[Stored data entries]
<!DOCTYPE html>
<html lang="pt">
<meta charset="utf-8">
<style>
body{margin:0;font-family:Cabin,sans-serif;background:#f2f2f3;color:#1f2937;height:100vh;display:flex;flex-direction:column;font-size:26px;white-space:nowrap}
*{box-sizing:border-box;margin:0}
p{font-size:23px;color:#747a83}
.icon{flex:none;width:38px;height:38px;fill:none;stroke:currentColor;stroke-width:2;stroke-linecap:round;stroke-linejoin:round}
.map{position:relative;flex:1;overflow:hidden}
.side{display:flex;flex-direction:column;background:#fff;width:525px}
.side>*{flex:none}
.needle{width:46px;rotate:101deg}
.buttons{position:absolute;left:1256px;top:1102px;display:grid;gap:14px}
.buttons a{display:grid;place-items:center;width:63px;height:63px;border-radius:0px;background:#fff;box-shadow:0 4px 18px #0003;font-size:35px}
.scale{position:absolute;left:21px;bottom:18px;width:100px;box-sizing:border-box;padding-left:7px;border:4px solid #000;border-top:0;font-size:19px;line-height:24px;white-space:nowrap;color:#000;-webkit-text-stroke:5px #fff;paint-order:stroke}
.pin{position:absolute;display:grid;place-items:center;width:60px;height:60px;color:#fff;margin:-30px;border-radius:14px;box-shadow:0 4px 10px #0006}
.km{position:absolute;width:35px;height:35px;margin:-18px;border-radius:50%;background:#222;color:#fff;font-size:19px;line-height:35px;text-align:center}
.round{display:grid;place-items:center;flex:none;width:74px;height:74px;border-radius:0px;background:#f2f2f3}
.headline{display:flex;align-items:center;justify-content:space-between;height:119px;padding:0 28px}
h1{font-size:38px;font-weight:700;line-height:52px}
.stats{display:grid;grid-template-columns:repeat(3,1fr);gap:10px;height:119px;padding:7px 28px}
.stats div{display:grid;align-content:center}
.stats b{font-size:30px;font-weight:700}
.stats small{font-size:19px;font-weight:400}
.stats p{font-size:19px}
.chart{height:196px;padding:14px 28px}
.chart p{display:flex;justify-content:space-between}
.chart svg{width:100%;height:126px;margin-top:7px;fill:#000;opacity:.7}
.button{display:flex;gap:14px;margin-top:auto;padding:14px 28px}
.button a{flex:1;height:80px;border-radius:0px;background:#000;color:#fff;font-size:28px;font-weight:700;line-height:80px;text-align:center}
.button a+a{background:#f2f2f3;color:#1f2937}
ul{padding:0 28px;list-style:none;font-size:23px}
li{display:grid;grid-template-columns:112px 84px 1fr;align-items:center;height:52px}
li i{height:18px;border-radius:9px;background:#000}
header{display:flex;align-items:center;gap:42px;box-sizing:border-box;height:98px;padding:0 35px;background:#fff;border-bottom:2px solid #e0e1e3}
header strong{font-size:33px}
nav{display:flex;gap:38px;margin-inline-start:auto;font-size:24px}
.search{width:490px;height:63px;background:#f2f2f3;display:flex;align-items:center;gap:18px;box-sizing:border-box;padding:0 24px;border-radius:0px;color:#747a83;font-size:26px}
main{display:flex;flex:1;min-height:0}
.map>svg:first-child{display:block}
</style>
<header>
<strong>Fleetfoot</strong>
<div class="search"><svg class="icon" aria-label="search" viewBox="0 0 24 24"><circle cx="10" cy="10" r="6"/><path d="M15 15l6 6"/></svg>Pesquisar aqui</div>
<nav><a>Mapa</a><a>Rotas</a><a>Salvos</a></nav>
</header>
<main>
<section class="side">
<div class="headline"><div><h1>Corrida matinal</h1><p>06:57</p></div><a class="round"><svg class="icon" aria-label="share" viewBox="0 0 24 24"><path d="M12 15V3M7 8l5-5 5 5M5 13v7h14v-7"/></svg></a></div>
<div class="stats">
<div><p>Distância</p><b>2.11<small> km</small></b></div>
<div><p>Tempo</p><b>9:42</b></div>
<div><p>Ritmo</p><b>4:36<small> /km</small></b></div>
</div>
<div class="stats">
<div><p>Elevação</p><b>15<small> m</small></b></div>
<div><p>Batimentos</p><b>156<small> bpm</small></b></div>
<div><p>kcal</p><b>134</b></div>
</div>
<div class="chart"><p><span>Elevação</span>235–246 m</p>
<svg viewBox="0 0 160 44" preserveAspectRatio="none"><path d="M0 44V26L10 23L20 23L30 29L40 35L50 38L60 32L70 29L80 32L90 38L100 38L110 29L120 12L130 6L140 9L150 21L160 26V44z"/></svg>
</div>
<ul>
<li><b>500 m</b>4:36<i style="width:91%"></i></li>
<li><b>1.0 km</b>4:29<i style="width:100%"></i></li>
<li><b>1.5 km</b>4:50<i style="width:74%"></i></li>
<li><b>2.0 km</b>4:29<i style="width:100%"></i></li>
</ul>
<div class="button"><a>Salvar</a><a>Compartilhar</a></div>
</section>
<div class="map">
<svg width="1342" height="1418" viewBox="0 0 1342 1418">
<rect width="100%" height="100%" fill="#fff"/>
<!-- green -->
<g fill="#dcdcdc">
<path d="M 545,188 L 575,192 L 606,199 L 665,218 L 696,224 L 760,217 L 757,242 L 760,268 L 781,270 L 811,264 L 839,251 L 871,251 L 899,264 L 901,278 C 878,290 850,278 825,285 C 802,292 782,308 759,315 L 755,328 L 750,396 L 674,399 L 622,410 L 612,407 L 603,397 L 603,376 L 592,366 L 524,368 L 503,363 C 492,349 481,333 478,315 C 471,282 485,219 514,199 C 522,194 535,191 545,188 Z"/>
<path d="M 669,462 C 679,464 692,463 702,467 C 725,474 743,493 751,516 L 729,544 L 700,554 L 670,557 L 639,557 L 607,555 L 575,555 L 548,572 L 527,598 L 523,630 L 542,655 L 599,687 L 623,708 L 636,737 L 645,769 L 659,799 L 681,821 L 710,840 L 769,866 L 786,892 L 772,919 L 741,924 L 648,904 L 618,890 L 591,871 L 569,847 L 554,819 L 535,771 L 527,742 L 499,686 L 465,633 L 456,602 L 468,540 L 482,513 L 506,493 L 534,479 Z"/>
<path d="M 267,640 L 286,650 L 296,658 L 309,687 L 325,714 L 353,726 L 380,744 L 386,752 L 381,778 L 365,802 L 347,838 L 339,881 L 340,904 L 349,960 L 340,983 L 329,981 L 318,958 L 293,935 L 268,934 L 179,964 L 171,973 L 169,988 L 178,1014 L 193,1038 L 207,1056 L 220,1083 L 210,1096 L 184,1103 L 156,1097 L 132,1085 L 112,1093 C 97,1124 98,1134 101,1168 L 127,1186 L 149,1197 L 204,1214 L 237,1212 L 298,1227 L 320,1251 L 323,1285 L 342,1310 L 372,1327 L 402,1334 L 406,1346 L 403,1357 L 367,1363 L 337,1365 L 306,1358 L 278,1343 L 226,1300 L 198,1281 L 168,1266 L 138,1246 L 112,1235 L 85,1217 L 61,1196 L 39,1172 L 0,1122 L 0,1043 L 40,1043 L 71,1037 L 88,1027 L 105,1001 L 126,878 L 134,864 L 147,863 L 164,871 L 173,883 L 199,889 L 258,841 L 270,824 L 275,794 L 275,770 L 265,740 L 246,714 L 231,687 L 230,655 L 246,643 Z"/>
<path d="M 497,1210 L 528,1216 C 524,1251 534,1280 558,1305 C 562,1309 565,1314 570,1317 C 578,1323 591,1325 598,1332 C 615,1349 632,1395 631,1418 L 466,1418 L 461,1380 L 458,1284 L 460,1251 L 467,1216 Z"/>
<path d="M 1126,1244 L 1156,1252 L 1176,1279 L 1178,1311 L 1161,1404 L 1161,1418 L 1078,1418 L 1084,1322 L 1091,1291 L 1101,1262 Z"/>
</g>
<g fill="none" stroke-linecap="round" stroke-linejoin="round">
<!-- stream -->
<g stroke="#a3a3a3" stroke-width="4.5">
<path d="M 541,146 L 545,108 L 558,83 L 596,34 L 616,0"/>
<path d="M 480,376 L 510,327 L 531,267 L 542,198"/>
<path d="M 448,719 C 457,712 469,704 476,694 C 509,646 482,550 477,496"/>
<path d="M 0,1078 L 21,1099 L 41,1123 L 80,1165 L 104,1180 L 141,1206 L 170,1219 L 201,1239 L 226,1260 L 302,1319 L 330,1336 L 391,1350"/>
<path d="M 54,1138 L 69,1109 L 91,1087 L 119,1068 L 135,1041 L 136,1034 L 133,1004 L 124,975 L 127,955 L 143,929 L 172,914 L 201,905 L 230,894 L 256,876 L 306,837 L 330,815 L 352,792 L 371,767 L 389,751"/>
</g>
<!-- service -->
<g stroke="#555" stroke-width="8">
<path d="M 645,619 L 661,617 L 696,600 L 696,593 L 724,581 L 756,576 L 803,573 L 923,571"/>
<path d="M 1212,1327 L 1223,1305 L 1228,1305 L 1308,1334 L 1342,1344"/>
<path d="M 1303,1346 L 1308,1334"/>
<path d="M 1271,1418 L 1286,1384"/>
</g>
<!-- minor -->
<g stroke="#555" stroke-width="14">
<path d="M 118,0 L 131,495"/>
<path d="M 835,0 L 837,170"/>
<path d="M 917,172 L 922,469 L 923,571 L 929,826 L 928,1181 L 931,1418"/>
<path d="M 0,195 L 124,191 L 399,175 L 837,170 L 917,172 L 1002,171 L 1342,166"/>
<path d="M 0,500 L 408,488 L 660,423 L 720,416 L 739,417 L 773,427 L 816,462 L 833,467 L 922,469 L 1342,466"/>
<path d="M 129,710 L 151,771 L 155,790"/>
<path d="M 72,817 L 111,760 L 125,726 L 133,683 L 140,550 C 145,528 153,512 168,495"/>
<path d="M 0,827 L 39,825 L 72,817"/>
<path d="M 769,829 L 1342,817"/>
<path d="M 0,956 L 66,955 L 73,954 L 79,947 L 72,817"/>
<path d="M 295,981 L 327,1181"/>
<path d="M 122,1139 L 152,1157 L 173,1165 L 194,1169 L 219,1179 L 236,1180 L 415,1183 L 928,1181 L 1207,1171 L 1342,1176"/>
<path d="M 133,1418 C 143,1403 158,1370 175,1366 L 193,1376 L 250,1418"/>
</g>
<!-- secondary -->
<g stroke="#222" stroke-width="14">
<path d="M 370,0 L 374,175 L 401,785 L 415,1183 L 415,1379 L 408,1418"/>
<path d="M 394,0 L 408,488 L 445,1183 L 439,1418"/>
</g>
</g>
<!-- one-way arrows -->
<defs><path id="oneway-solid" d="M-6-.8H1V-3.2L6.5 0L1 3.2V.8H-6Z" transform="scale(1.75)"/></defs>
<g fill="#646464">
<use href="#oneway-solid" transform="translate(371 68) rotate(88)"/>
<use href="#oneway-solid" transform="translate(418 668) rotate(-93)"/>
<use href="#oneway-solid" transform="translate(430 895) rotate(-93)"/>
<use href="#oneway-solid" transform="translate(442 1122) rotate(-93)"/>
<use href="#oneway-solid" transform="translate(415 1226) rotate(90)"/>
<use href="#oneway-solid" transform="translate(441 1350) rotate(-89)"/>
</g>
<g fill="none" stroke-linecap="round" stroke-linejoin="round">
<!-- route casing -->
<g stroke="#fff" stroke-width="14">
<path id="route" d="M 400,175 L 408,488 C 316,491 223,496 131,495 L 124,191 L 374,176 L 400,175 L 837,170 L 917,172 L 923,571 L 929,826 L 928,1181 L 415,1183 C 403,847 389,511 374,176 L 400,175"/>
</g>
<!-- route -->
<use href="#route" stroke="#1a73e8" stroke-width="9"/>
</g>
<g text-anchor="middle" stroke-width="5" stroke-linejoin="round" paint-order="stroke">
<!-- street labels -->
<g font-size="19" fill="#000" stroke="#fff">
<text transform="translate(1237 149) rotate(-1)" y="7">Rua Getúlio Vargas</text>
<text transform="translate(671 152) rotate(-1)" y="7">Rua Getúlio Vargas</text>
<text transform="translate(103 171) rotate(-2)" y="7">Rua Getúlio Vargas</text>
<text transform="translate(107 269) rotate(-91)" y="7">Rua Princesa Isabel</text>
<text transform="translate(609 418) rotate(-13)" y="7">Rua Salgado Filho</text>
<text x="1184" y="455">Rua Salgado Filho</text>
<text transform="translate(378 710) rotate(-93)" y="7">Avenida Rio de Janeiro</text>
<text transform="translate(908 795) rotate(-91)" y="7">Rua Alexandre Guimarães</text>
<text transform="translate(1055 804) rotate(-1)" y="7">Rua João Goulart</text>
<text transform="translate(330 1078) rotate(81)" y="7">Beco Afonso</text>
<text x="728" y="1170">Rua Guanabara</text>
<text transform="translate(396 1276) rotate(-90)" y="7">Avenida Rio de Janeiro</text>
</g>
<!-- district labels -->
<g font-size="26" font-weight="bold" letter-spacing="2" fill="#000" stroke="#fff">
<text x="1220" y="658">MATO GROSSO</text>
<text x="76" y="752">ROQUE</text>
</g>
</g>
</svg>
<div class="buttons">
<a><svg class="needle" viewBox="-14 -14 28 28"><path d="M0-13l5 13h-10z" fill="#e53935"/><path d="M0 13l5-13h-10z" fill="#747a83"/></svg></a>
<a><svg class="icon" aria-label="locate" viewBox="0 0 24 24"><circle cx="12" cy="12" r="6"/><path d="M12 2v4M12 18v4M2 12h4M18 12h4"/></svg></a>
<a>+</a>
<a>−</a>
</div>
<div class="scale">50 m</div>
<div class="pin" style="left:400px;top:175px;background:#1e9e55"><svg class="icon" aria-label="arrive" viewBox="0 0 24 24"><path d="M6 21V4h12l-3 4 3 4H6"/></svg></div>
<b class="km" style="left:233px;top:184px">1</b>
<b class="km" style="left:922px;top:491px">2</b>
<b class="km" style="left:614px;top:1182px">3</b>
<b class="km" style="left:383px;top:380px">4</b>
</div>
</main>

EXERCISE DETAILS: From the records above, quote only the lines running from the line with "<strong>Fleetfoot</strong>" to the line with "<div><p>Distân", both lines included.

SOLVED EXERCISE:
<strong>Fleetfoot</strong>
<div class="search"><svg class="icon" aria-label="search" viewBox="0 0 24 24"><circle cx="10" cy="10" r="6"/><path d="M15 15l6 6"/></svg>Pesquisar aqui</div>
<nav><a>Mapa</a><a>Rotas</a><a>Salvos</a></nav>
</header>
<main>
<section class="side">
<div class="headline"><div><h1>Corrida matinal</h1><p>06:57</p></div><a class="round"><svg class="icon" aria-label="share" viewBox="0 0 24 24"><path d="M12 15V3M7 8l5-5 5 5M5 13v7h14v-7"/></svg></a></div>
<div class="stats">
<div><p>Distância</p><b>2.11<small> km</small></b></div>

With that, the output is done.